I got a book titled One Way Love: Inexhaustible Grace for an Exhausted World for Christmas. Yes, I asked for it. I like books like this, but I'm not always successful at reading them all the way through. This one, I've had no problems getting close to finishing. It's a good take on how we are to live the Christian life, aka how we become sanctified. It's not by checking things off a to-do list, or by doing things that seem like they are Christian that eventually will exhaust us because we will never be perfect at any of it - it's about constantly going back to why we are justified, how we are made righteous, and realizing that our good works stems from His love. Good stuff.
Last weekend, I started listening to some sermons from the pastor that wrote this book. He did a series last year about the heroes of the faith. In it, he discusses that the heroes of the faith aren't really "heroes" - they are just like you and me, as sons of Adam. While there are certainly lessons to be gained from the Old Testament heroes, the point of their presence in the Bible is not for those lessons; it's to point to Jesus.
I have been reflecting on that this week. Why is it that Christianity appealed to me so much? I was raised an agnostic, pretty much. We were pretty self-sufficient, academically strong kids. I didn't "need" Jesus based on my performance in school. It was really the message of grace that drew me in, and the fact that everything I learned in school and my early adult life - that my performance was going to get me to where I needed to be - well, that was all a big fraud. My marriage was having issues, I didn't quite have the job I wanted, I was kind of an average mom, not one of those women who volunteered at the school all of the time. But the grace message - that Jesus was the saving grace, not me - that was a new one. I didn't have to look at other "heroes" to find an example of righteousness, because those heroes were flawed too. You do that, when you're a non-believer. You admire all kinds of people: successful, compassionate, cool, self-deprecating, smart, even maybe a little rebellious. The thing about it, that's what you have to do as a non-believer. You have to find someone to look up to, someone to emulate. If you're looking at religion, you might look at Gandhi, or a pope, or Joan of Arc. If you're looking at politics, you might look at a great president, or those in a specific party. What about if you were just looking at life? You'd think of Oprah, Jonas Salk, Marie Curie, maybe Angelina Jolie, or Audrey Hepburn, as sort of a wide variety of examples. But these people are all flawed, or too far-reaching. Eventually, you look at yourself and develop a high opinion of your own behavior.

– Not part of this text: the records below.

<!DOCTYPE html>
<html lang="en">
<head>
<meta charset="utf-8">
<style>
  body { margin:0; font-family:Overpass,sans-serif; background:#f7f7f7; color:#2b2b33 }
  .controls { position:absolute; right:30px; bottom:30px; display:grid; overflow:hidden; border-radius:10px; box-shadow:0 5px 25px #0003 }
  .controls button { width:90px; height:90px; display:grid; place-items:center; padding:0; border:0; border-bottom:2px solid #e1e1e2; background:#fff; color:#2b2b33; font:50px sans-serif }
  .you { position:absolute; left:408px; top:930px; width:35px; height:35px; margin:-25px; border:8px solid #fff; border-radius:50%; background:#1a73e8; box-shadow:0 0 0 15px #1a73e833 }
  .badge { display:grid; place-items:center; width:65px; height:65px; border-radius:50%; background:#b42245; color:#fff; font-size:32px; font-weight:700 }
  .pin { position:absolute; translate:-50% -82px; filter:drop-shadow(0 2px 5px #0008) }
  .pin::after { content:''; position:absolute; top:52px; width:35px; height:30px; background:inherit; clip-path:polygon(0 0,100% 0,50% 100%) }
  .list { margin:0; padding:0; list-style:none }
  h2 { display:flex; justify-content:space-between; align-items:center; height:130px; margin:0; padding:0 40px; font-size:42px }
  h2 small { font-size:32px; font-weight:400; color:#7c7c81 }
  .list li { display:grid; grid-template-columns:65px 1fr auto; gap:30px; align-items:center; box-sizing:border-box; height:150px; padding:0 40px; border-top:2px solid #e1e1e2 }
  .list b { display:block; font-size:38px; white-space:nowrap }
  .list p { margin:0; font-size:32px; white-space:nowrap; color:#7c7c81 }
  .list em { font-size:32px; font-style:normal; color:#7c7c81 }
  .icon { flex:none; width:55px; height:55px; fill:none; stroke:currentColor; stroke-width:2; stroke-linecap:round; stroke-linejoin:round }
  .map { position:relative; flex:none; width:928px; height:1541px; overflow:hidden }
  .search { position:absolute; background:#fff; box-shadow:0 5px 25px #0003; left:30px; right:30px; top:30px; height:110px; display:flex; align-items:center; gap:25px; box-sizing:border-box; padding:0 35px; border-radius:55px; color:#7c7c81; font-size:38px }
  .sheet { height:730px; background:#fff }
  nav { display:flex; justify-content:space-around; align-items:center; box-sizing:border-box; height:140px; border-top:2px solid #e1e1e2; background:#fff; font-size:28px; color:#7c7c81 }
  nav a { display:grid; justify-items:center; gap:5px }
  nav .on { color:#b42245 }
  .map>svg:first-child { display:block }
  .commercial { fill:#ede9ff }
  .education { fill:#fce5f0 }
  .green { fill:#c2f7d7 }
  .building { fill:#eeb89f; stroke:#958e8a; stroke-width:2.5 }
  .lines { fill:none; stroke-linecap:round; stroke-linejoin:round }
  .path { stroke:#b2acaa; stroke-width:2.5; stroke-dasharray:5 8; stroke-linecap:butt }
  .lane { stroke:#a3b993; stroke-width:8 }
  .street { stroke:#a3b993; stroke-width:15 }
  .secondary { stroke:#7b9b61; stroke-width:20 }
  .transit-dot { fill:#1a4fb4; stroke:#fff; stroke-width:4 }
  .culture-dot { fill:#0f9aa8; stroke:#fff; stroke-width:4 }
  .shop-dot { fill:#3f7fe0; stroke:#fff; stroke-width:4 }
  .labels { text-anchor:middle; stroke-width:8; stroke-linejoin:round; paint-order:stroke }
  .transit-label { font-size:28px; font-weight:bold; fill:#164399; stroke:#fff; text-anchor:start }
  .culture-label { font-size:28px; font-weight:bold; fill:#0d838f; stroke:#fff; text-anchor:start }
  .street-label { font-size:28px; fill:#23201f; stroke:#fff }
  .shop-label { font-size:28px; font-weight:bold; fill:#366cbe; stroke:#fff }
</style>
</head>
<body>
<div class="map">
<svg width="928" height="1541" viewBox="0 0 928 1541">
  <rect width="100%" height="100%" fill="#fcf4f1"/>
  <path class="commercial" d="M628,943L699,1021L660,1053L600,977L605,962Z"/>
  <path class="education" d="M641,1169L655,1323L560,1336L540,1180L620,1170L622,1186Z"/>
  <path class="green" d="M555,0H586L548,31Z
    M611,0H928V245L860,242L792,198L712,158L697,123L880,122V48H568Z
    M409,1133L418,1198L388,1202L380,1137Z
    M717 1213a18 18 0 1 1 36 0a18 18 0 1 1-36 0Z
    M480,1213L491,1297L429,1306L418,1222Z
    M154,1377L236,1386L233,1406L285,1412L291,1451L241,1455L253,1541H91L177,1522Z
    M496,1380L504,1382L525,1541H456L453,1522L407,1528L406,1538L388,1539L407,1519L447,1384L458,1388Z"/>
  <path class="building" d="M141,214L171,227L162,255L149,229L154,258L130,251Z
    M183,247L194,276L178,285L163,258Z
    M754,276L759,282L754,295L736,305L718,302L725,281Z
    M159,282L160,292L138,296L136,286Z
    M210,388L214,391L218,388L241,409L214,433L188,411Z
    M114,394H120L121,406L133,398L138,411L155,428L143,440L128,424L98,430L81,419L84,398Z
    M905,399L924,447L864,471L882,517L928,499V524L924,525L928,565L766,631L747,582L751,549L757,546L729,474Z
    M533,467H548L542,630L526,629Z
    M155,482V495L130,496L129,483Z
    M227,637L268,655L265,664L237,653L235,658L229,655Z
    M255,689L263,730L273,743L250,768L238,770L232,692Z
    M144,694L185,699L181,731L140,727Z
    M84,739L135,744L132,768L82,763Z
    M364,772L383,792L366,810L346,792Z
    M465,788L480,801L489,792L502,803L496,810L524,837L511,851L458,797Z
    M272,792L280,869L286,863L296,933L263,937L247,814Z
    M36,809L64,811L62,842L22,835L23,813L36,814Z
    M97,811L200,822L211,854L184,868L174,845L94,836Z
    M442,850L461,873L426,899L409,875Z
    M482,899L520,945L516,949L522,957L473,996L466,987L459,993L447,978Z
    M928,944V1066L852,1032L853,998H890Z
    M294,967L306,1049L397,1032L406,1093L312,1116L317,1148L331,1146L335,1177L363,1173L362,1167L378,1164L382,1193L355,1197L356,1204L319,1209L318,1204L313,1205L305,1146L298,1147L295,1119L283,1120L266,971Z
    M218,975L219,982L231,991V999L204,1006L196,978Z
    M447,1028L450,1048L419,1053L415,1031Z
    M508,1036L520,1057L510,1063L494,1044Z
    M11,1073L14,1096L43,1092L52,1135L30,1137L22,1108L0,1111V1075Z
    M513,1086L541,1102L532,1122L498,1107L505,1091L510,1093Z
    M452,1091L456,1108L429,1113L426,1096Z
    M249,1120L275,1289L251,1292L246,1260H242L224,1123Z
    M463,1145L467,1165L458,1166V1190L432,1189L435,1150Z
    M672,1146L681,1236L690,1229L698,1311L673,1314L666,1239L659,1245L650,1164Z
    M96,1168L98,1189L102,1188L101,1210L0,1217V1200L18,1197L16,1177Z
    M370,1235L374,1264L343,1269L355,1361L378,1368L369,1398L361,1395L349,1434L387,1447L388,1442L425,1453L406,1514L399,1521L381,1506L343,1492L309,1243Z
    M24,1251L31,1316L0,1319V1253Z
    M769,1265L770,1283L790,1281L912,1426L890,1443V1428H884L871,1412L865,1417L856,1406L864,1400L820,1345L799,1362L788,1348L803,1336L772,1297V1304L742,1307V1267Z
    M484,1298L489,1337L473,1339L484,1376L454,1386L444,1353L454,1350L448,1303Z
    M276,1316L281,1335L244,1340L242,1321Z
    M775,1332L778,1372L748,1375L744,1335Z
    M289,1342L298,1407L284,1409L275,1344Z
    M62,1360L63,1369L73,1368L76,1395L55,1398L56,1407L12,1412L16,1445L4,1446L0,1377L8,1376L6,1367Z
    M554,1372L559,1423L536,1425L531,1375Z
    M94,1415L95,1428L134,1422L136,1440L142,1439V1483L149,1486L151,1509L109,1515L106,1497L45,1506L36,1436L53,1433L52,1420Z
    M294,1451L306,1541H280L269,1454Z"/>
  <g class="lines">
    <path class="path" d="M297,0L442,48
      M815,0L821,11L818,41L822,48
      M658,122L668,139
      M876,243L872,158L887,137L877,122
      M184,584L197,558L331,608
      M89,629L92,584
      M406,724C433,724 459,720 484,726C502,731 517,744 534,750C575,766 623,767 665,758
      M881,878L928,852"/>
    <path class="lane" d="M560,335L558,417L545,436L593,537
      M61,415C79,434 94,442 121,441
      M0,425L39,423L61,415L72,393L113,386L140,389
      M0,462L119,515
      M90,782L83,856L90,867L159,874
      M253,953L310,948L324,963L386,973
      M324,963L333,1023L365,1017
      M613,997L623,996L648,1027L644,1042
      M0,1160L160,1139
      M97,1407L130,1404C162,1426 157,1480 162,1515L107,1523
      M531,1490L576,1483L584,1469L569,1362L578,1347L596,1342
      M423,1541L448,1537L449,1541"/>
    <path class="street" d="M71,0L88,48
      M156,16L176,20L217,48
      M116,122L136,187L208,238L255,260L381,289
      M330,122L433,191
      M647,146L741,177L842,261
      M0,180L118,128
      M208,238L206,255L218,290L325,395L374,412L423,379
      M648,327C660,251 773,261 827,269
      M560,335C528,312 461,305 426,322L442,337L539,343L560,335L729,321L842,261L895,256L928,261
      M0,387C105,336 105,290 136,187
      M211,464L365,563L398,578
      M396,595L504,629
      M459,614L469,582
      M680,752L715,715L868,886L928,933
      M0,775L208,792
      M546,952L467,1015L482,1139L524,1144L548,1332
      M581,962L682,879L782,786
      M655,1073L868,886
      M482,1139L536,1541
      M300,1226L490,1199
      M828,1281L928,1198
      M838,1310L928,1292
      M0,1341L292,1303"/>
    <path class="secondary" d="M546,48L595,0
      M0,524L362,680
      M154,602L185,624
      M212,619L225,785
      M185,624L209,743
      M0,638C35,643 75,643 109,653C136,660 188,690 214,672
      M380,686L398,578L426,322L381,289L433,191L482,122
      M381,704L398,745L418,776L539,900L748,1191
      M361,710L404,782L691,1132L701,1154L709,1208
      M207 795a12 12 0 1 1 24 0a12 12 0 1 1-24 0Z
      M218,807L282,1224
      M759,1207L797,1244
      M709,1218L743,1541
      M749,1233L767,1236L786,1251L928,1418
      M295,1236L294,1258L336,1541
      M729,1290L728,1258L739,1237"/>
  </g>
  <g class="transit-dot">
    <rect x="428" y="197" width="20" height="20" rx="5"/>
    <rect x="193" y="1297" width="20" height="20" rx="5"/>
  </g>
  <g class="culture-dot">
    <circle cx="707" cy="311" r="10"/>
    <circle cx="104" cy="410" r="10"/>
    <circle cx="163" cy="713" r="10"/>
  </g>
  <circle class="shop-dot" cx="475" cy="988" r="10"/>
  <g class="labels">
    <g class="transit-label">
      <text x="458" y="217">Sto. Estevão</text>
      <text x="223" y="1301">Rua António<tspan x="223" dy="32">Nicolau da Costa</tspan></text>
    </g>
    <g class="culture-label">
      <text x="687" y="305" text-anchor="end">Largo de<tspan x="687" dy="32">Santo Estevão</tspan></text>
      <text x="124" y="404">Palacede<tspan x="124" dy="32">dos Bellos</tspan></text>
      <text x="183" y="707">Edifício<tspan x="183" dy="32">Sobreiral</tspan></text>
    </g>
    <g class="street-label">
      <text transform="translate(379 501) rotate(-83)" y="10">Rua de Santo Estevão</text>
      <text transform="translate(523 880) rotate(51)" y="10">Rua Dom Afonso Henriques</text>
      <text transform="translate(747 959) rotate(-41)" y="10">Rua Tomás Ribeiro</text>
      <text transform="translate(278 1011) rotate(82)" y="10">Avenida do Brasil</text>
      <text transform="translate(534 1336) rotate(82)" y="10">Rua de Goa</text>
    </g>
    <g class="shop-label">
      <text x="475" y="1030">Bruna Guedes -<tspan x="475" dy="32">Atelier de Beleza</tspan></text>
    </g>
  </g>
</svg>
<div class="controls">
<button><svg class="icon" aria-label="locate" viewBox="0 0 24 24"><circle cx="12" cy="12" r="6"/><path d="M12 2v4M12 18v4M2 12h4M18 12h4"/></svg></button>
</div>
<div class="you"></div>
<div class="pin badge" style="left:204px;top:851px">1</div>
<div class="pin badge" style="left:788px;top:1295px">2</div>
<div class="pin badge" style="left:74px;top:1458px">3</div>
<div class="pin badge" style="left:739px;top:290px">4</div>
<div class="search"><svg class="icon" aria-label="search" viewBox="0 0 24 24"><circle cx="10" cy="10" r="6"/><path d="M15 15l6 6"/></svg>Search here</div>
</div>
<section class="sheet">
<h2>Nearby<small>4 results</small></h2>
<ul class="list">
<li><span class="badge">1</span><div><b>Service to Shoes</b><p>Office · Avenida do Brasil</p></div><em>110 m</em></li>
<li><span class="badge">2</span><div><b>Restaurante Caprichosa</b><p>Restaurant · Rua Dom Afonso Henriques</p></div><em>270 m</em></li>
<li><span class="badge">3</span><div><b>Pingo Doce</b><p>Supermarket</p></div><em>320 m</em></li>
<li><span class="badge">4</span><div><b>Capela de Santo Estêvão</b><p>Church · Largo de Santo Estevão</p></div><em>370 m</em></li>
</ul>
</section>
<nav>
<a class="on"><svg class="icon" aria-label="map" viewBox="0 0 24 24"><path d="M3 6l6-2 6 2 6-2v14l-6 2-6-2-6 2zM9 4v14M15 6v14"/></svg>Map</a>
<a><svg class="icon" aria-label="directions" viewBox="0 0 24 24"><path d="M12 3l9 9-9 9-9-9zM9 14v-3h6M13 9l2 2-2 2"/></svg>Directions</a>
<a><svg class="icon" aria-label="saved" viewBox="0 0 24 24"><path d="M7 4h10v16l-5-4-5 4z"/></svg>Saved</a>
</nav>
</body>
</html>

In life, and even in other religions, no one ever told me that someone already did something so good, just for us, that you didn't have to do anything to get to heaven. No one ever said that it's not about you, but about Him. No one ever said that it was by grace that you could be saved. No one ever told me that nothing could separate us from the love of Jesus. That's why Christianity appeals to me. It's also not because Christians look at their behavior to make them righteous (even though that is the way it is presented and even lived, especially in the south). But when I started understanding grace as a new believer, it was mind-blowing.